The only changes from last quarter are replacing Fidus Investment (NASDAQ:FDUS) with TCP Capital (NASDAQ:TCPC) in the lower risk portfolio and replacing KCAP Financial (NASDAQ:KCAP) and Main Street Capital (NYSE:MAIN) with Triangle Capital (NYSE:TCAP) and New Mountain Finance (NYSE:NMFC). Most of these changes were due to changes in risk adjusted returns as BDCs are priced higher or lower. For example KCAP has higher than average returns but for the amount of risk both TCAP and NMFC could provide the same level of returns with much lower amounts of risk. The only BDC that I have considered for these portfolios that is not underpriced by more than 10% (using returns) is Ares Capital (NASDAQ:ARCC) but it has more NAV per share growth than most as shown in the table below. The only BDC that was underpriced by more than 10% and is not part of these portfolios was PSEC. This is because I see no chance for meaningful dividend increases or special dividends as well as very little NAV growth.
Both Apollo Investment (NASDAQ:AINV) and Golub Capital BDC (NASDAQ:GBDC) have also had higher than average NAV growth, especially over the last 6 and 12 months, and were contenders for these portfolios but not as well priced as most of the others.

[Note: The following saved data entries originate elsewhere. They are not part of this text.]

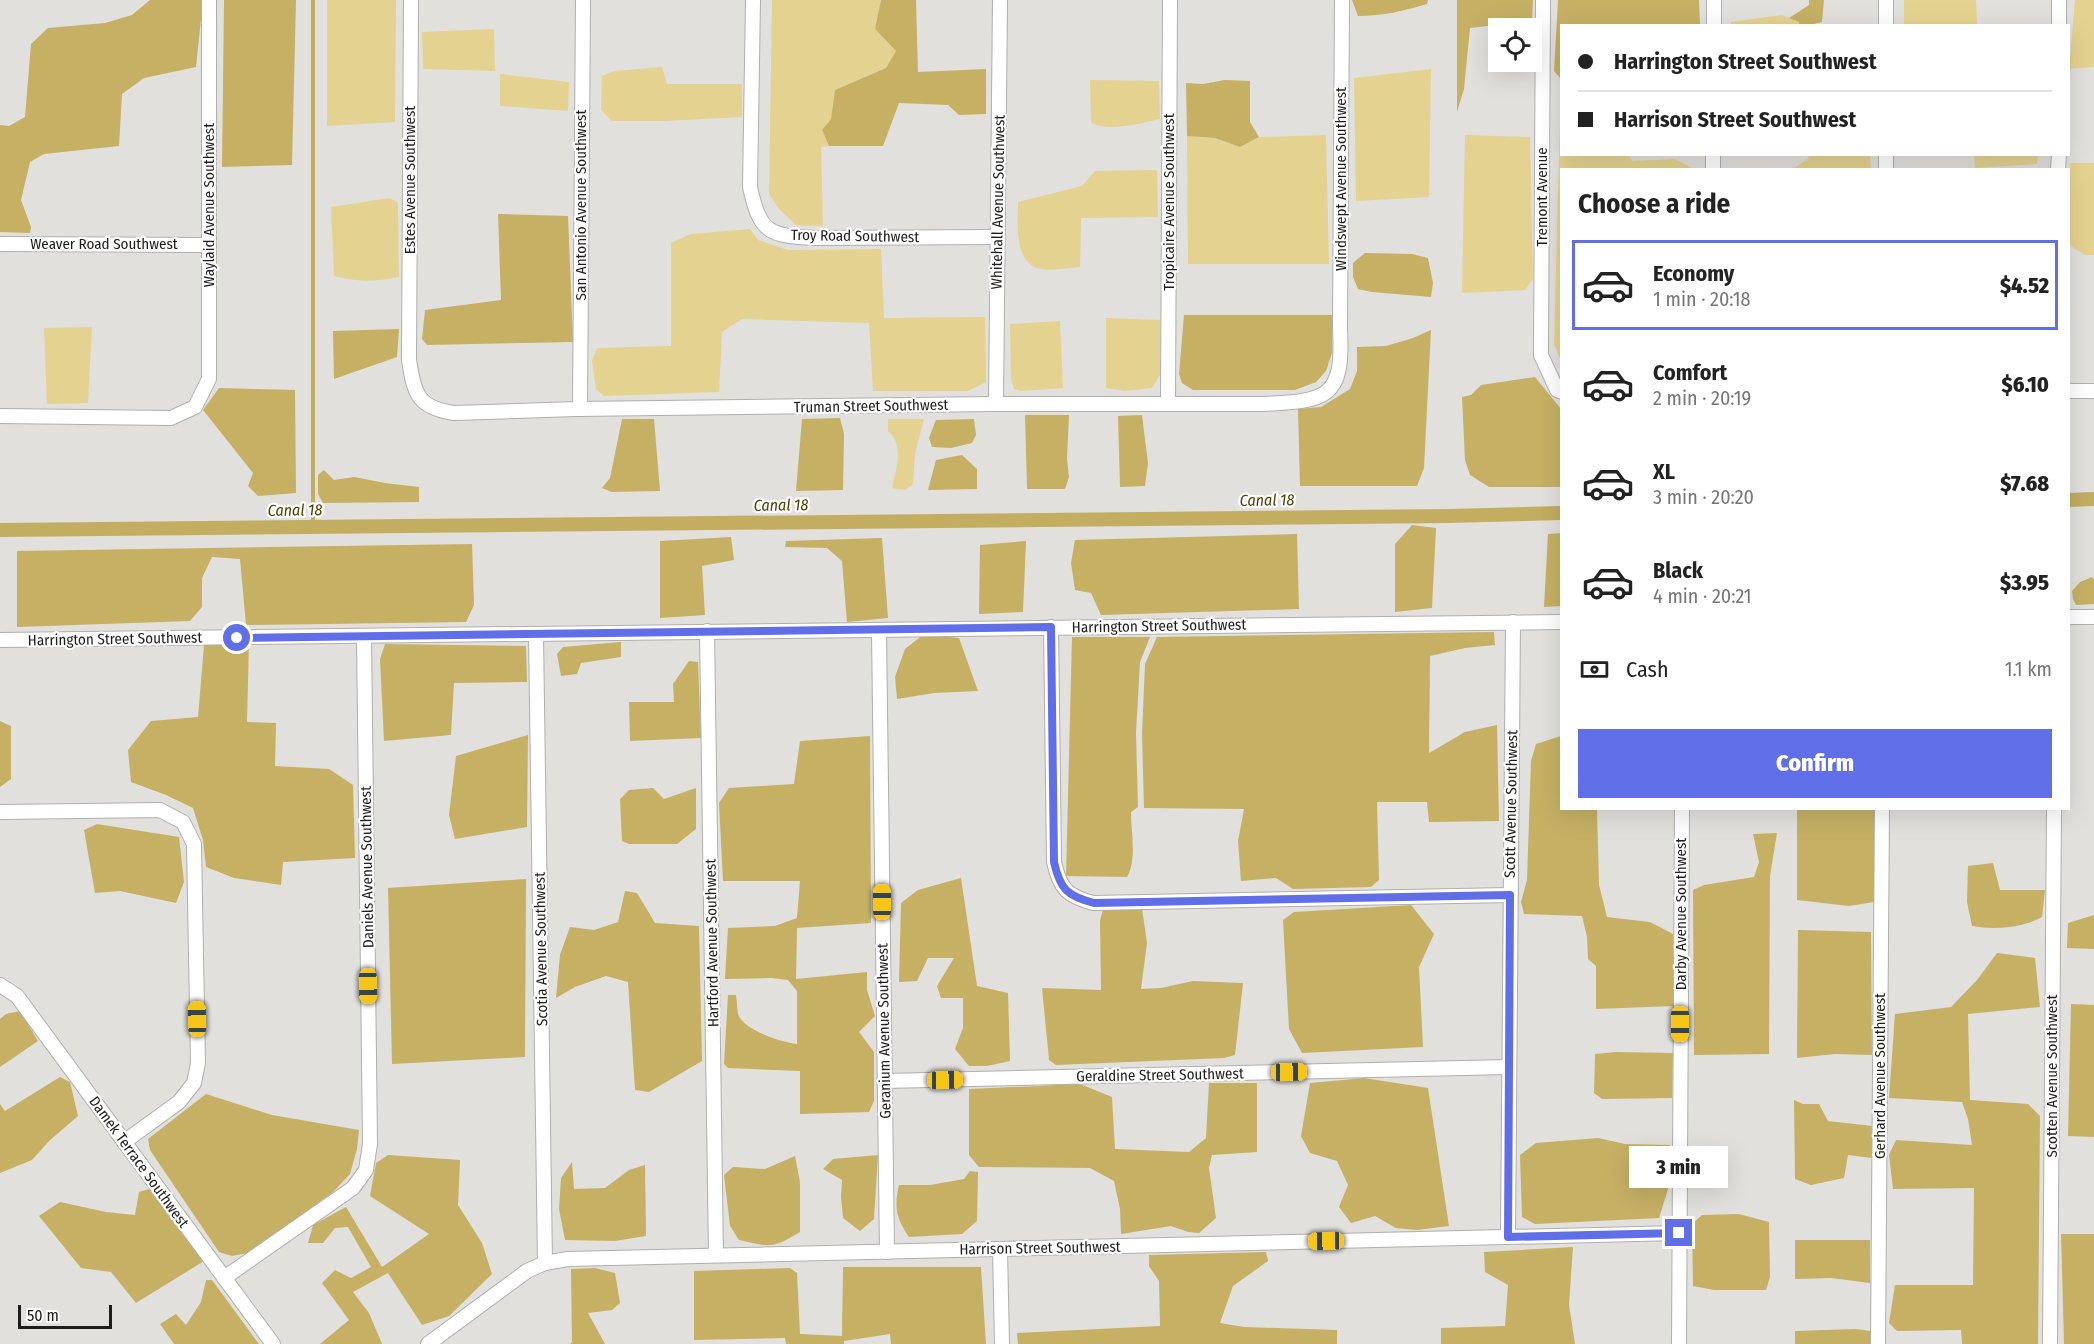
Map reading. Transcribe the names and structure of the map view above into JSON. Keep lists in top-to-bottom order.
{
  "streets": {
    "street": [
      "Windswept Avenue Southwest",
      "Estes Avenue Southwest",
      "Tremont Avenue",
      "Whitehall Avenue Southwest",
      "Tropicaire Avenue Southwest",
      "Waylaid Avenue Southwest",
      "San Antonio Avenue Southwest",
      "Troy Road Southwest",
      "Weaver Road Southwest",
      "Truman Street Southwest",
      "Harrington Street Southwest",
      "Scott Avenue Southwest",
      "Daniels Avenue Southwest",
      "Darby Avenue Southwest",
      "Hartford Avenue Southwest",
      "Scotia Avenue Southwest",
      "Geranium Avenue Southwest",
      "Geraldine Street Southwest",
      "Gerhard Avenue Southwest",
      "Scotten Avenue Southwest",
      "Damek Terrace Southwest",
      "Harrison Street Southwest"
    ]
  },
  "crossings": [
    ["Windswept Avenue Southwest", "Truman Street Southwest"],
    ["Estes Avenue Southwest", "Truman Street Southwest"],
    ["Whitehall Avenue Southwest", "Troy Road Southwest"],
    ["Whitehall Avenue Southwest", "Truman Street Southwest"],
    ["Tropicaire Avenue Southwest", "Truman Street Southwest"],
    ["Waylaid Avenue Southwest", "Weaver Road Southwest"],
    ["San Antonio Avenue Southwest", "Truman Street Southwest"],
    ["Harrington Street Southwest", "Scott Avenue Southwest"],
    ["Harrington Street Southwest", "Daniels Avenue Southwest"],
    ["Harrington Street Southwest", "Hartford Avenue Southwest"],
    ["Harrington Street Southwest", "Scotia Avenue Southwest"],
    ["Harrington Street Southwest", "Geranium Avenue Southwest"],
    ["Scott Avenue Southwest", "Geraldine Street Southwest"],
    ["Scott Avenue Southwest", "Harrison Street Southwest"],
    ["Daniels Avenue Southwest", "Damek Terrace Southwest"],
    ["Darby Avenue Southwest", "Harrison Street Southwest"],
    ["Hartford Avenue Southwest", "Harrison Street Southwest"],
    ["Scotia Avenue Southwest", "Harrison Street Southwest"],
    ["Geranium Avenue Southwest", "Geraldine Street Southwest"],
    ["Geranium Avenue Southwest", "Harrison Street Southwest"]
  ],
  "water": ["Canal 18"],
  "scale_bar": "50 m",
  "page": {
    "banner": ["Harrington Street Southwest", "Harrison Street Southwest"],
    "heading": "Choose a ride",
    "list": [
      {
        "name": "Economy",
        "note": "1 min · 20:18",
        "value": "$4.52"
      },
      {
        "name": "Comfort",
        "note": "2 min · 20:19",
        "value": "$6.10"
      },
      {
        "name": "XL",
        "note": "3 min · 20:20",
        "value": "$7.68"
      },
      {
        "name": "Black",
        "note": "4 min · 20:21",
        "value": "$3.95"
      }
    ],
    "pay": ["Cash", "1.1 km"],
    "buttons": "Confirm",
    "bubble": "3 min",
    "scale": "50 m"
  }
}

Lower Risk Total Return Portfolio
This suggested portfolio includes MAIN, NMFC, TCPC, ARCC and Hercules Technology Growth Capital (NYSE:HTGC), with an average risk ranking of 7.9 and much safer than the average BDC with total projected returns of 11.5% compared to the average of 10.8%. I would suggest this portfolio for investors that want stable regular dividends with a good chance of dividend increases (not cuts) and special dividends along with share price appreciation higher than most BDCs.
Other contenders for this portfolio: GBDC, FDUS, Fifth Street Finance (NASDAQ:FSC), THL Credit (NASDAQ:TCRD) and Medley Capital (NYSE:MCC), all have safer than average risk profiles with decent returns but not priced as well lowering their returns to shareholders.

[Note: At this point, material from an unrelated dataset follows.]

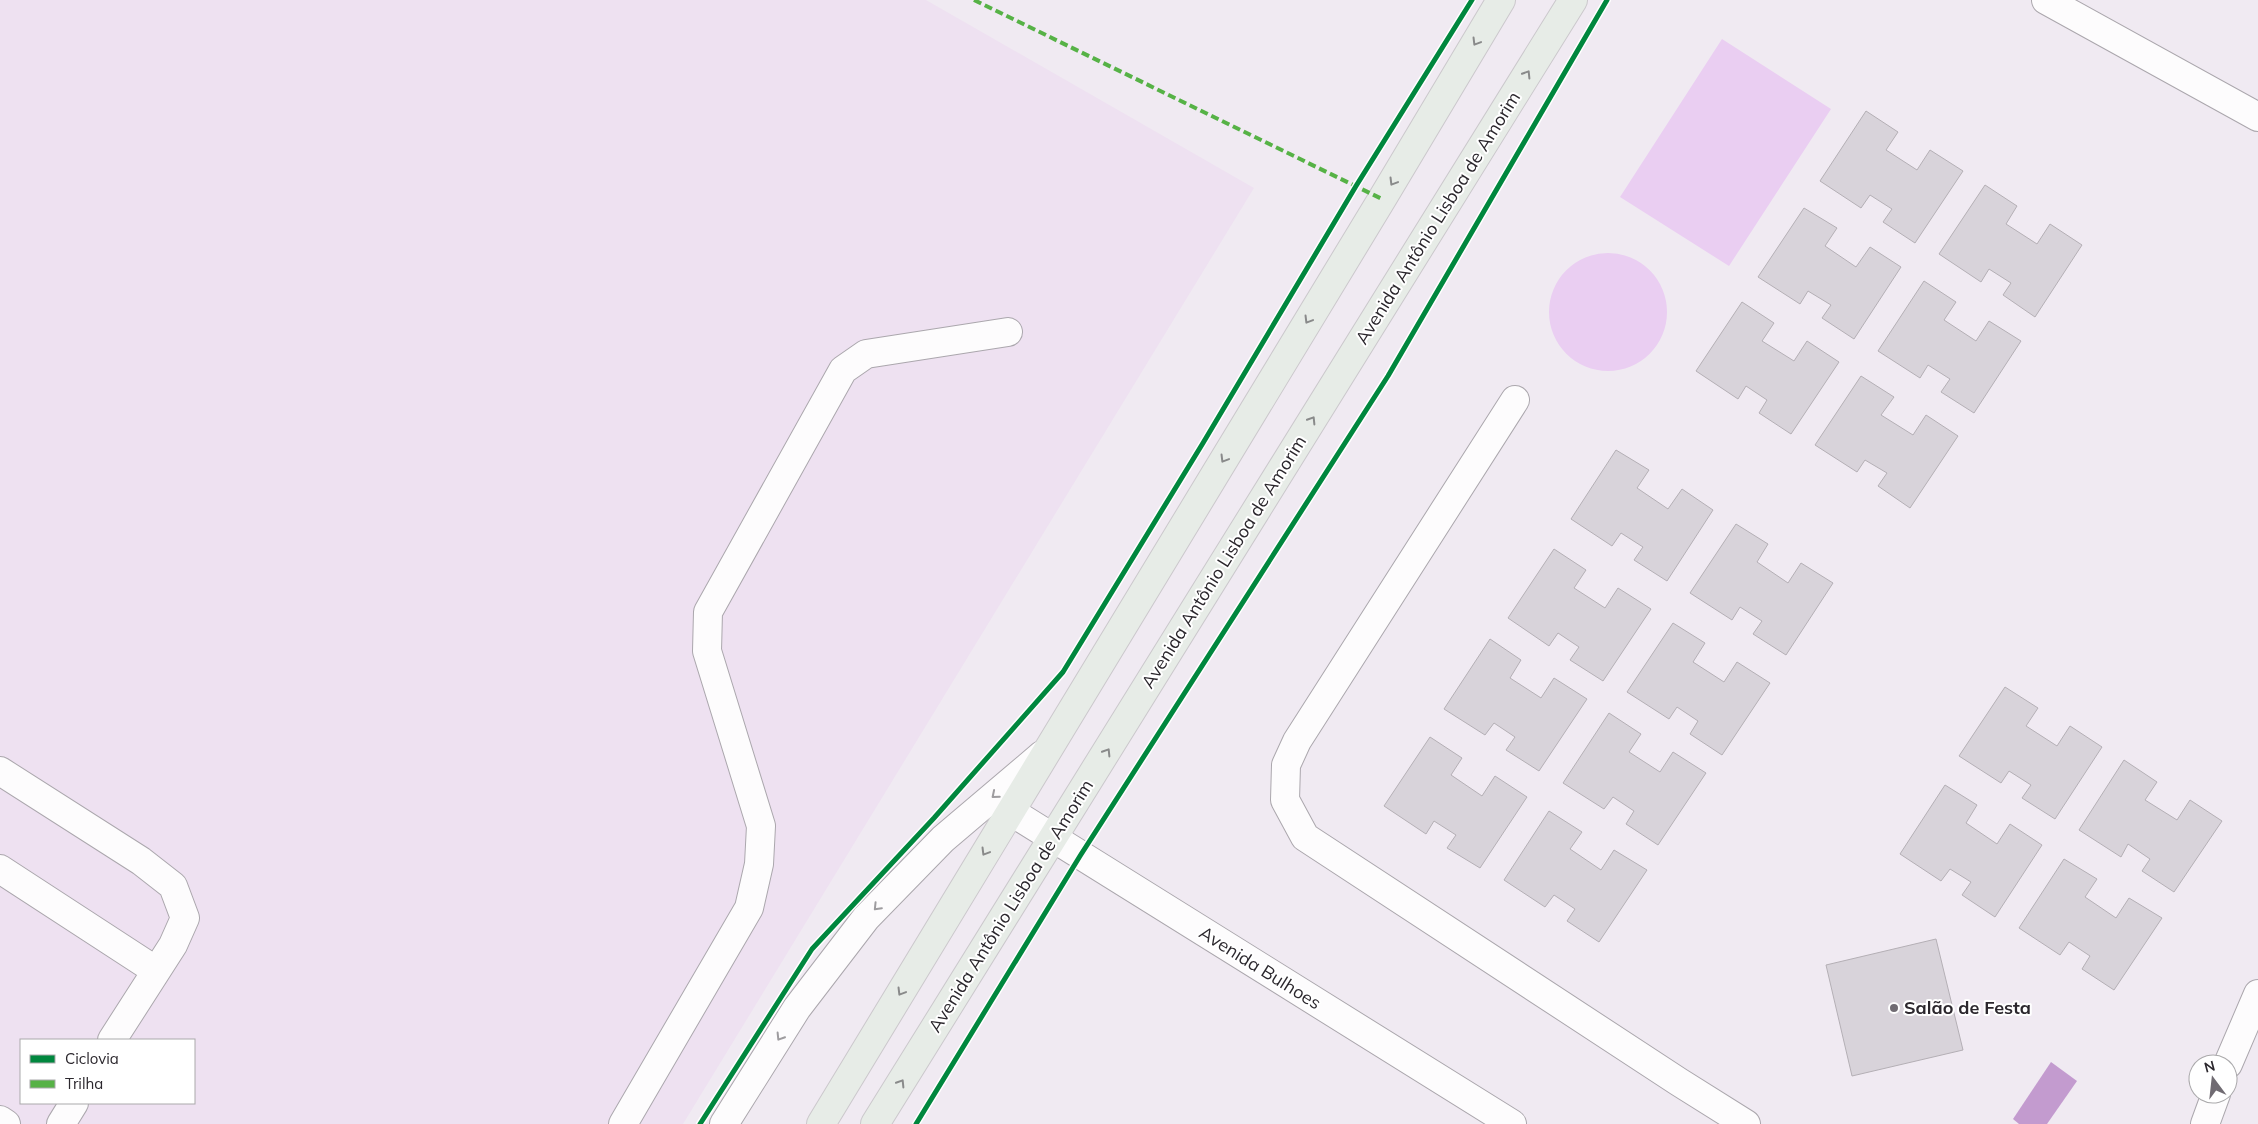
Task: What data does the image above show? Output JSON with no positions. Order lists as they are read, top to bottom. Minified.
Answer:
{"streets":{"main road":["Avenida Antônio Lisboa de Amorim"],"street":["Avenida Bulhoes"]},"crossings":[["Avenida Antônio Lisboa de Amorim","Avenida Bulhoes"]],"places":["Salão de Festa"],"legend":["Ciclovia","Trilha"],"north":"top"}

Higher Total Return Portfolio
This suggested portfolio comes with higher risk but a higher current dividend yield and projected returns. It also has HTGC and NMFC because of their higher than 12% projected returns but also includes riskier BDCs such as TCAP, Gladstone Capital (NASDAQ:GLAD) and PennantPark Investment (NASDAQ:PNNT). I have recently upgraded GLAD to a 'Buy' for the reasons discussed in my "GLAD March 2014" report but basically due to improved credit quality, NAV growth, commitment to dividend coverage, low use of leverage, selective portfolio growth and expected total return. However it is one of the riskiest BDCs that I recommend which is why it is also in the "underdog" portfolio that I will be updating next week and excluding MCG Capital (NASDAQ:MCGC) for many reasons including a likely dividend cut announcement of over 40% if the board approves and has already been factored in the returns above.

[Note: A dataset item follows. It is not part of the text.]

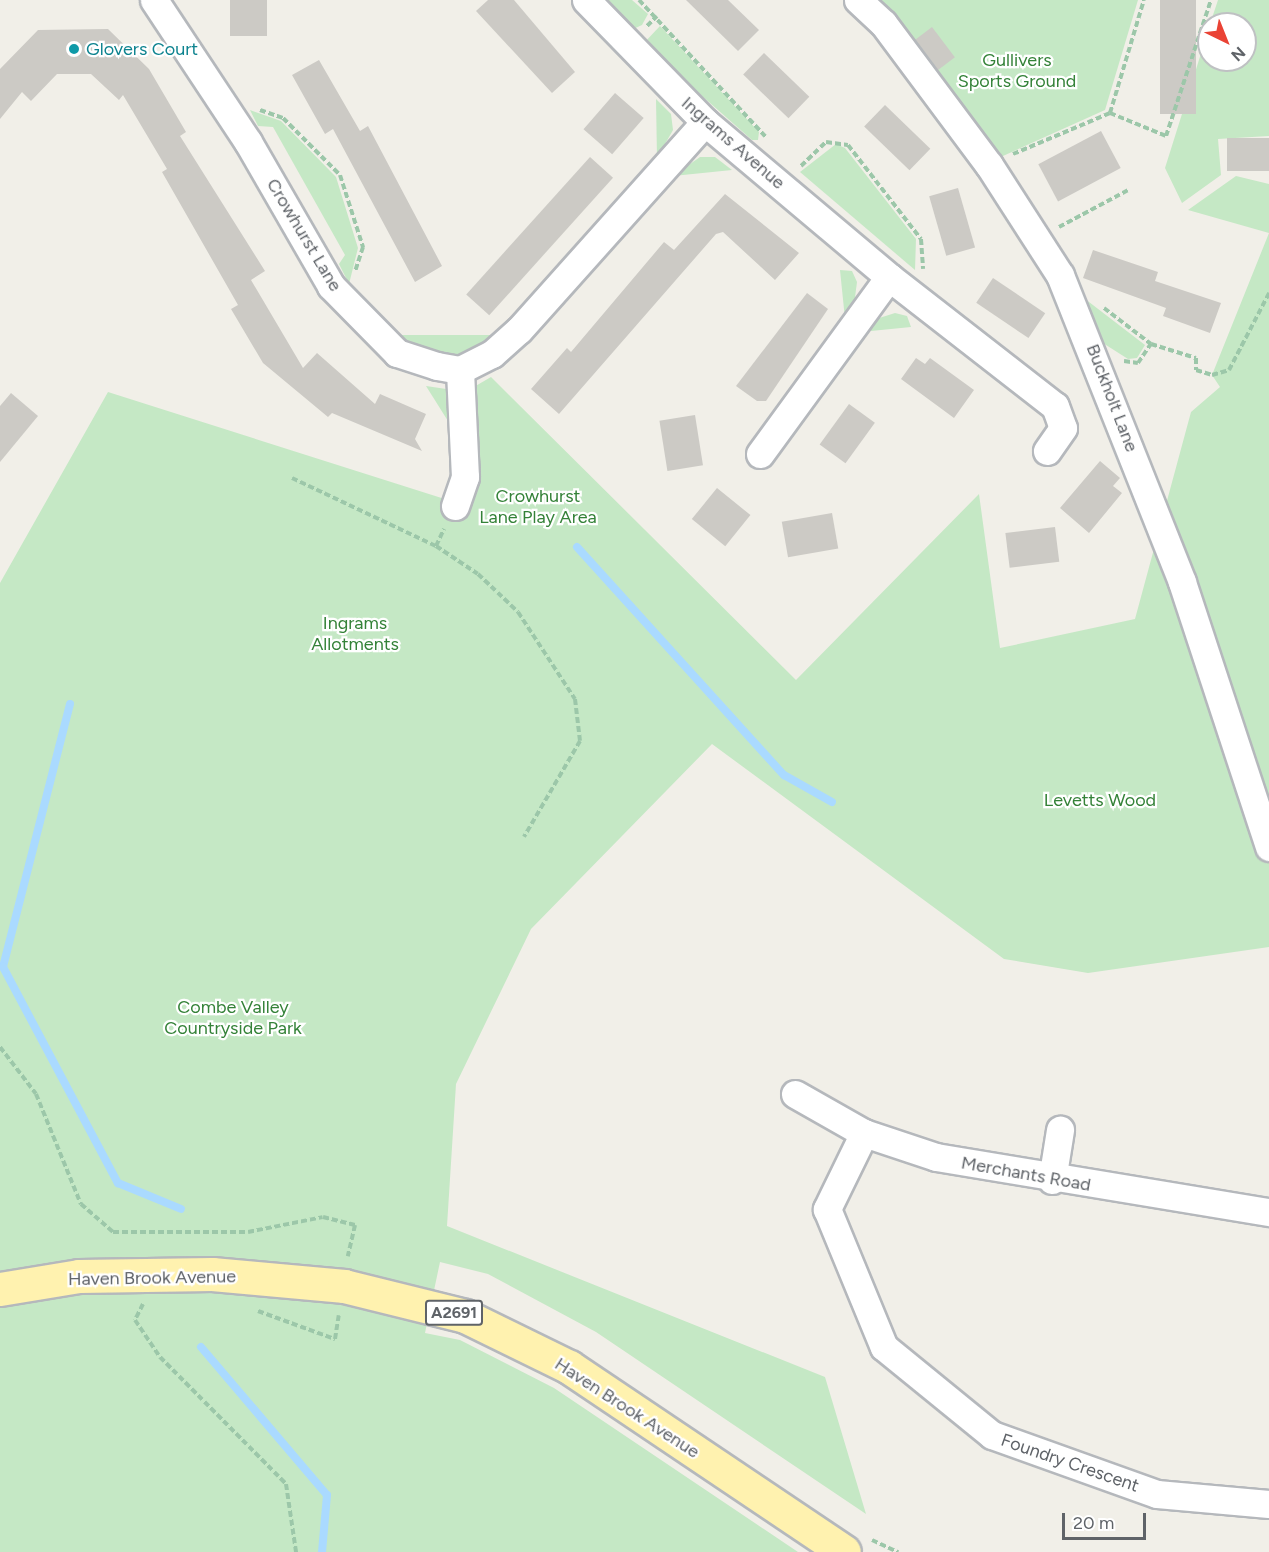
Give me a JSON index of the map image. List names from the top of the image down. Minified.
{"streets":{"main road":["Haven Brook Avenue","A2691"],"street":["Ingrams Avenue","Crowhurst Lane","Buckholt Lane","Merchants Road","Foundry Crescent"]},"crossings":[["Merchants Road","Foundry Crescent"]],"parks":["Gullivers Sports Ground","Crowhurst Lane Play Area","Ingrams Allotments","Levetts Wood","Combe Valley Countryside Park"],"places":["Glovers Court"],"scale_bar":"20 m","north":"bottom right"}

Other contenders for this portfolio: PSEC has high projected return but was not included for the reasons already discussed and at this point I believe it is range bound and offers little in the way of price appreciation. AINV, BlackRock Kelso Capital (NASDAQ:BKCC) and TICC Capital (NASDAQ:TICC) were also considered but not priced as well as the others (using returns). I believe there is a chance that BKCC may cut dividends reducing the expected return.